Understandably, many business owners have overlooked or simply not taken advantage of the credit given the chaos of recent years. However, the statute of limitations on these credits will begin to sunset on July 31, 2023.
The good news is that small businesses may still be able to retroactively claim the employee retention tax credit. On the other hand, there are certain myths to be weary of and other issues to consider.
Watch out for scammers
A proliferation of ERC-related ads targeting business owners promise $26,000 in refundable tax credits per employee. Many firms behind these solicitations no doubt provide legitimate services that help businesses file accurate ERC claims, but the IRS warns of opportunists.
Some companies “are taking improper positions related to taxpayer eligibility for and computation of the credit,” an IRS news release warns. In general, these tend to be pop-up companies that calculate the credit in exchange for a contingent fee based on the amount of the credit.

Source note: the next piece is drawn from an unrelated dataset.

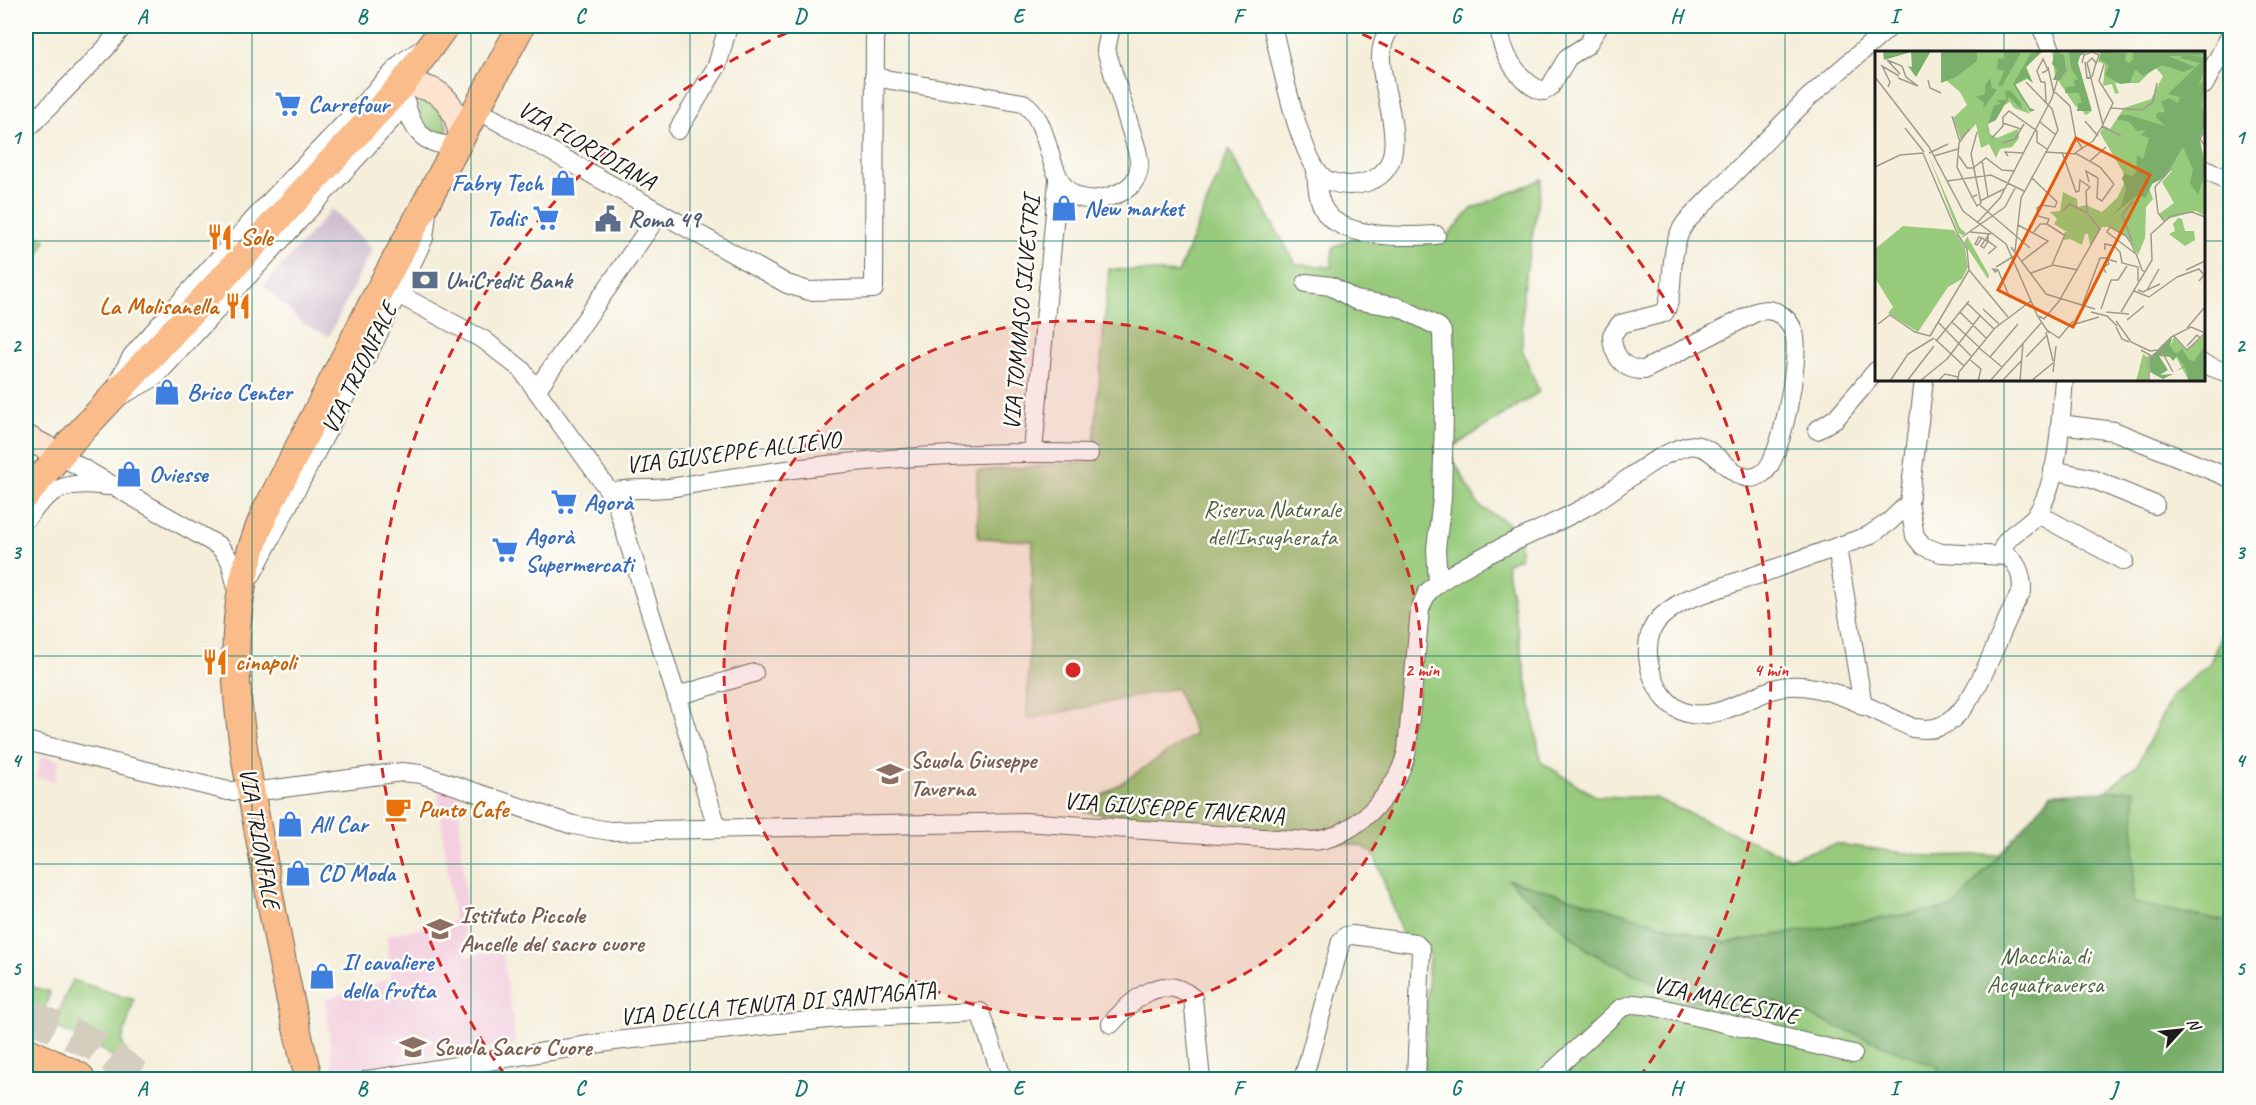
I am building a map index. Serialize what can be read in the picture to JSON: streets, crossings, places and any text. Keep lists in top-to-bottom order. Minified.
{"streets":{"main road":["VIA TRIONFALE"],"street":["VIA FLORIDIANA","VIA TOMMASO SILVESTRI","VIA GIUSEPPE ALLIEVO","VIA GIUSEPPE TAVERNA","VIA MALCESINE","VIA DELLA TENUTA DI SANT'AGATA"]},"crossings":[["VIA FLORIDIANA","VIA TRIONFALE"],["VIA TOMMASO SILVESTRI","VIA GIUSEPPE ALLIEVO"],["VIA TRIONFALE","VIA GIUSEPPE ALLIEVO"],["VIA TRIONFALE","VIA GIUSEPPE TAVERNA"]],"parks":["Riserva Naturale dell'Insugherata","Macchia di Acquatraversa"],"places":{"supermarket":["Carrefour","Todis","Agorà","Agorà Supermercati"],"shop":["Fabry Tech","New market","Brico Center","Oviesse","All Car","CD Moda","Il cavaliere della frutta"],"public building":["Roma 49"],"restaurant":["Sole","La Molisanella","cinapoli"],"bank":["UniCredit Bank"],"school or university":["Scuola Giuseppe Taverna","Istituto Piccole Ancelle del sacro cuore","Scuola Sacro Cuore"],"cafe":["Punto Cafe"]},"north":"top right","grid":{"columns":["A","B","C","D","E","F","G","H","I","J"],"rows":["1","2","3","4","5"]},"rings":["2 min","4 min"]}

While it’s true the maximum ERC amount per employee is $26,000, the rules that determine eligibility are tricky, and many other factors influence the refund amount.
Debunking 5 myths about the ERC
Myth 1: My business did OK during the pandemic, so I’m not eligible.

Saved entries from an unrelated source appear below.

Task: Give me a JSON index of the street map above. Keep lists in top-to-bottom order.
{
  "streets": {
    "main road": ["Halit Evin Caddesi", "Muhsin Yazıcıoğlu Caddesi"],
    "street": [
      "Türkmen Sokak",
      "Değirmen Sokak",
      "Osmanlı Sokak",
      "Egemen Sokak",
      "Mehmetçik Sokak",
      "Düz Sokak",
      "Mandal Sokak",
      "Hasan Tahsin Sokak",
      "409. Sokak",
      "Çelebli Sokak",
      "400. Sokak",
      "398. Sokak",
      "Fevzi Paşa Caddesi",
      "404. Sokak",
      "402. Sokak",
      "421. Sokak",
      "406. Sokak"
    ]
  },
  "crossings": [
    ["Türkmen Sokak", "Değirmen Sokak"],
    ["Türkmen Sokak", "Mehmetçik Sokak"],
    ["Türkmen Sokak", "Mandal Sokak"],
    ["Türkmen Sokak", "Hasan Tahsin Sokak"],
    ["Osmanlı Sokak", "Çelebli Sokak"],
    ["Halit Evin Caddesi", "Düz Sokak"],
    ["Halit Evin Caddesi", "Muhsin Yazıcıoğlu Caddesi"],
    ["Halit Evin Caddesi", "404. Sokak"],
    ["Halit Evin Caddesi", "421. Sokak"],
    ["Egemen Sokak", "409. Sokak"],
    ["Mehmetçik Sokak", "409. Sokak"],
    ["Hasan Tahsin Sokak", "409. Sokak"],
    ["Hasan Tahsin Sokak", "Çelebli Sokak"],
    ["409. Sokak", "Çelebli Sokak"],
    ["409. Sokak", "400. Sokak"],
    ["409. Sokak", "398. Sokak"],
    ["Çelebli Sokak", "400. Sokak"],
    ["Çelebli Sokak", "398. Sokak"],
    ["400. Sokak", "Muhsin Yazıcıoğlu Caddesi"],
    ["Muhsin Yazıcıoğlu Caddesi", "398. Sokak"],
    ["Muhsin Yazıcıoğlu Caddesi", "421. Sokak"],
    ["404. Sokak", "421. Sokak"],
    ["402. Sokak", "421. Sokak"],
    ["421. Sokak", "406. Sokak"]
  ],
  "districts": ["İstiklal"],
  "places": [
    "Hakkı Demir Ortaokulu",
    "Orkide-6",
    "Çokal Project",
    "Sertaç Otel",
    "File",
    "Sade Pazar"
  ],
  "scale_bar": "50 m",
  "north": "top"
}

Fact: There are two methods by which a business may qualify for the ERC. The first is by satisfying the gross receipts test, which varies based on year. The second is by satisfying the government orders test, meaning a government order impacted your ability to do business.
About the gross receipts test: If your business had a 50% drop in gross receipts from 2019 to the same quarter in 2020, you qualify. Once that threshold is met, eligibility is maintained throughout the end of the quarter in which gross receipts have less than a 20% drop. For 2021, eligibility starts at 20%.
About the government orders test: The credit applies only for the portion of the quarter the business was suspended, not the whole quarter.
Myth 2: Eligible businesses automatically get $26,000 per employee.
Fact: The maximum credit per employee is $26,000. The maximum credit for each employee in 2020 is $5,000. The maximum for each employee for each of the three quarters the ERC existed in 2021 is $7,000. Therefore, the cap is set at $26,000 per employee when all eligibility requirements are met.
Myth 3: Businesses that got a PPP loan can’t take the ERC.
Fact: Although the CARES ACT initially prohibited PPP recipients from taking the ERC, that statute was changed so that employers who received a PPP loan could take the ERC, but not on the same wages paid with forgiven PPP loan funds.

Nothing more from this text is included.